Back in January, I did a post about the oral argument in the Ohio Supreme Court that week in the case of State v. Hairston, in which the 10th District had affirmed a 134-year sentence for a defendant convicted of three home robberies. I'd predicted that the Court would have little trouble upholding the sentence, a prognostication that isn't going to make anyone forget Jean Dixon (unless you already have): given the condition of Ohio's post-Foster sentencing law, betting that a particular Draconian sentence will be sustained is about as risky as predicting that a Cincinnati Bengals player will be arrested sometime this week. And last week, the Court confirmed that, unless Hairston gets a commutation or pardon from the governor, he's going to spend the remaining fifty or sixty years of his life (or more; he's in his mid-20's) behind prison walls.
We're still on standby for US Supreme Court decisions; if any come out today, we'll have something on them later this week. Down in Columbus, the Ohio Seven affirmed a 134-year prison sentence for a home robber, but there was an interesting concurrence; we'll talk about that tomorrow. There were also no fewer than three decisions on UM/UIM coverage, here, here, and here. There was a point a year or so ago when I told myself I would someday wade into that thicket, but that day hasn't come, and to tell you the truth, it's not getting any nearer.

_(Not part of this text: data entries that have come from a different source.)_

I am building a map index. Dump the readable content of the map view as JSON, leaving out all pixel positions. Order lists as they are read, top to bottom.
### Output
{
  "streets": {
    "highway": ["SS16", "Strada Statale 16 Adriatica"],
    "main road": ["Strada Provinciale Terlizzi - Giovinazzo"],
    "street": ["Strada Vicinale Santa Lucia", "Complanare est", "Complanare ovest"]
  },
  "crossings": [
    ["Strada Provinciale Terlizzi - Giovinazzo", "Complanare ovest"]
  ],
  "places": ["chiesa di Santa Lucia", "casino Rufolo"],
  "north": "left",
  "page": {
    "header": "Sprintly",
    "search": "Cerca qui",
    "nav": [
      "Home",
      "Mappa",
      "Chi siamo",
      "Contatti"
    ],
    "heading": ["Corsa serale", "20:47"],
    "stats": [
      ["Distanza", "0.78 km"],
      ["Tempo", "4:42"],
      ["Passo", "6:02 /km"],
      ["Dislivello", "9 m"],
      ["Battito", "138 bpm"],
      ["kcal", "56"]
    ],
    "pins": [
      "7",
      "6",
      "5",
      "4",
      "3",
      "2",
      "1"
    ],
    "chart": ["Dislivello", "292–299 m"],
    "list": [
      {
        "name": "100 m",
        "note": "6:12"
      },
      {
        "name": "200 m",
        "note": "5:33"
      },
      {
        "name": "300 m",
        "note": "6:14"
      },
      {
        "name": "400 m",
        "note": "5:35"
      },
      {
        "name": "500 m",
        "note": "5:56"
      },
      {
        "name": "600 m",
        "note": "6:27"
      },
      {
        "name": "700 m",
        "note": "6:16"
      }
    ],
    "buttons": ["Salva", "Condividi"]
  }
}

As for the courts of appeals, not much going on, apparently in anticipation of the holiday weekend; no opinions from the 8th District, for example. What did come down...
Reason No. 38 why I don't practice divorce law. There must have been some sweaty palms over on the 3rd floor of the Lakeside courthouse, home to the Cuyahoga County Domestic Relations Division, in the wake of the Ohio Supreme Court's decision the other day in Disciplinary Counsel v. Sargeant. Sergeant was a judge of the Sandusky County Common Pleas Court, and was publicly reprimanded by the Supreme Court for "unnecessary and unjustified delay" in ruling on six separate cases. Several divorce cases had dragged on for two years.
Well, if Sergeant was on the bench here, his nickname would be "Speedy." As chronicled by the Plain Dealer, the town's favorite fishwrap, divorce cases here can languish for as long as four years. (Actually, longer; one lawyer in my office was upset that he wasn't interviewed for the article, claiming that he has the longest unresolved case: the complaint was filed six years ago, and the final hearing was just continued for the seventh time.)
After the appearance of the newspaper article, various excuses were proffered and promises of correction made. The decision in Sergeant might provide a further prod in that direction. Meanwhile, word is that plans to officially rename the Domestic Relations Court "The Land that Time Forgot" have been put on hold.
More on sex offender residency restrictions. A study was published a couple of months back in the Journal of Criminal Justice and Behavior with the imposing title, "Does Residential Proximity Matter? A Geographic Analysis of Sex Offense Recidivism." From the abstract:
Examining the potential deterrent effects of a residency restrictions law in Minnesota, this study analyzed the offense patterns of every sex offender released from Minnesota correctional facilities between 1990 and 2002 who was reincarcerated for a new sex offense prior to 2006. Given that not one of the 224 sex offenses would have likely been prevented by residency restrictions, the findings from this study provide little support for the notion that such restrictions would significantly reduce sexual recidivism.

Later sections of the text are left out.